I contacted my local MP and got a very prompt reply from her team, who in turn contacted the APO, who sent me a generic reply that included the line (I kid you not): We apologise for the delay you have experienced waiting for your passport to issue OR difficulty you have experienced in contacting our passports team.

I mean, at least delete the option that’s not relevant if you want us to believe you’ve even read the message to which you’re allegedly responding, guys.

They sign off by promising “we endeavour to have your passport ready so that you an travel.”

Again: Aim High, Team.

Can you imagine if we here just “endeavoured” to deliver education courses? I don’t think “there’s a high demand for our services right now” (an actual line from my September 15 “response,” as opposed to the September 30 one, above) … would cut it as an excuse in *our* federally funded government department, but OK.

Anyhow, those annoyances aside:

It’s that time of the year when the Spousal Unit is on holidays and I’m not, and it’s a busy time at work, and when you add personal stresses like AWOL passports to the mix, things like brains start to malfunction a bit and then you do things like forgetting the password to your entire work network that you use a million times a day and knew perfectly well at the start of the weekend … but I digress.

So the Spousal Unit and I have been trying to retain the last remaining threads of my sanity by doing some projects around the house (yes, I know), and also having him join me for part of a work trip to Batemans Bay.
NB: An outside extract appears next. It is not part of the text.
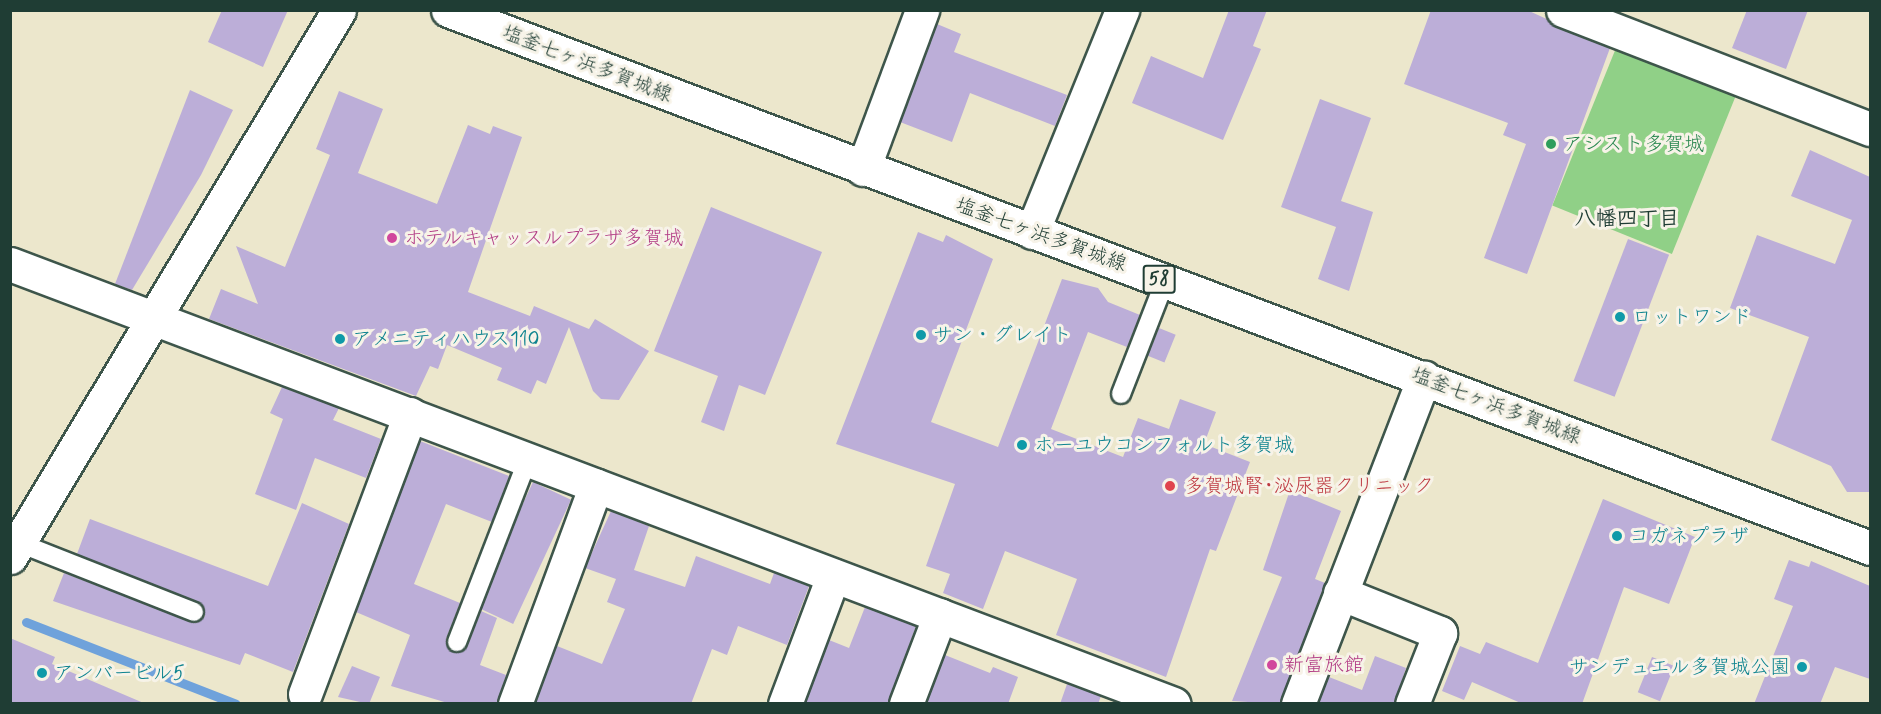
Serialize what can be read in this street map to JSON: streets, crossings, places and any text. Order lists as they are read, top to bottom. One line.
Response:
{"streets":{"street":["塩釜七ヶ浜多賀城線","58"]},"districts":["八幡四丁目"],"places":["アシスト多賀城","ホテルキャッスルプラザ多賀城","ロットワンド","サン・グレイト","アメニティハウス110","ホーユウコンフォルト多賀城","多賀城腎･泌尿器クリニック","コガネプラザ","新富旅館","サンデュエル多賀城公園","アンバービル5"]}
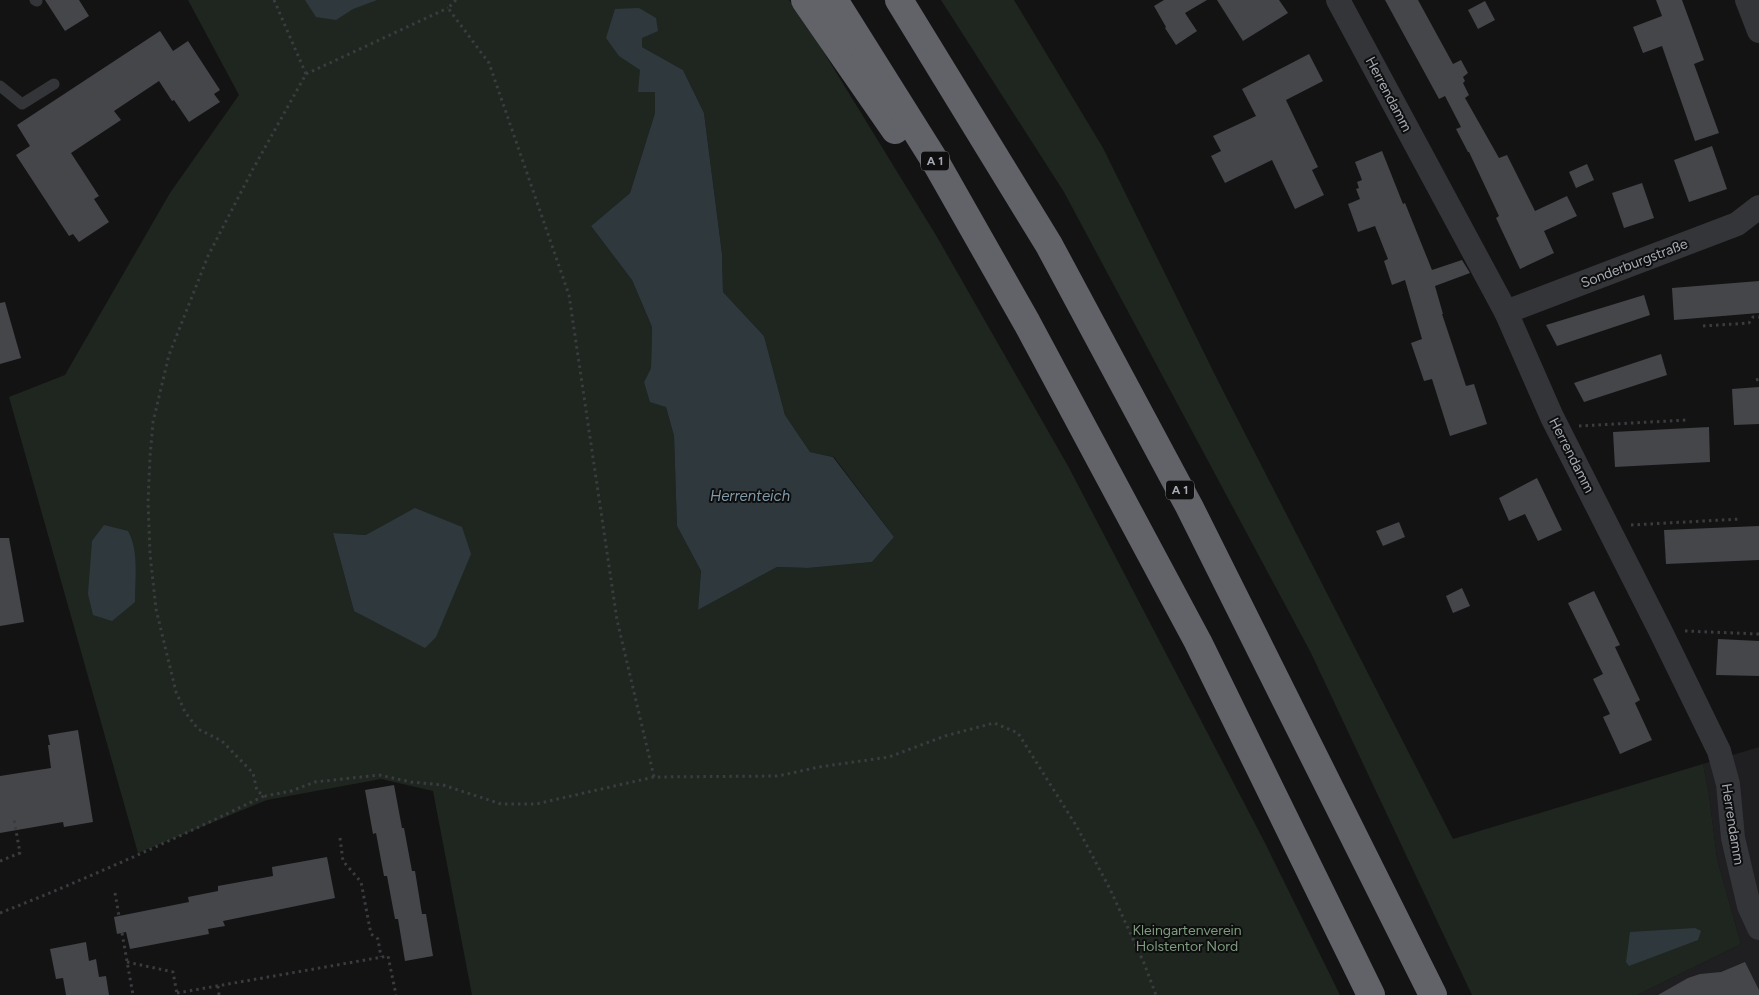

I might leave that story for another day, because I’m still processing it. I think if he hadn’t been there at the time I might have convinced myself by now that it was all a particularly surreal dream.

So we’ve been digging up very overgrown front garden with a view to planting some things we actually like and that aren’t taller than us. The process has been like stumbling upon lost civilisations in the jungle, with pots and garden statues appearing that we’d forgotten we’d ever owned. And my poor crabapple tree, which has been struggling since I planted it a year ago, suddenly has leaves on it. Turns out a bit of sunlight works wonders for photosynthesis.

But because the East Coast of Australia is semi-permanently under water these days, progress has been slow. So Him Indoors turned his hand to an indoor project–cleaning the tank of our last remaining fish, Mulder. This was prompted by the pump in the tank apparently giving up the proverbial ghost.

So off to the pet store he went, where the young salesperson told him that his pump was an old pump type and even though it wouldn’t fit his aquaculture tank, it was his best option. So he came home and set everything up.

Kind of important for the submerged pump to pump water into the top tray for this to work …

The next morning, Mulder had swum off the mortal coil. Belly up, eyes shut, unequivocal. I also noticed that the brand new pump wasn’t working. He dealt with Mulder, I puzzled over the poor quality pump. And put my hand in the water. Which was warm. And gave me a small electric shock.

“Are you sure this is meant to go in the water?” I asked.

“Where else would it go?” came the reply.

So I asked were there any instructions. Of course, he replied, looking offended, and handing them to me. I looked at the diagram, then back at the pump. “There seem to be bits missing,” I said. He promptly produced them with a flourish, from the same place where the instructions had been. He’d cut one cord to shorten it, and not used another bit, or the air bubble. OK, I thought, there goes any chance of a refund. Then, I realised we’d had a pump just like to aerate our outside pond. It did not get submerged. My poor brain was trying to piece these bits together, but it wasn’t until I looked at the diagrams that it all came together in, ahem, a flash.

The diagrams where the pump was sitting on furniture next to the fish tank.

I read on.

“This says,” I said slowly, “to discontinue use if the pump gets at all wet.”

That night, he told me he felt really bad about accidentally electrocuting his fish. “And nearly electrocuting you,” he added, as an afterthought. “That could have been bad.”

The original pump is repaired now. We’re waiting a few days before getting new fish.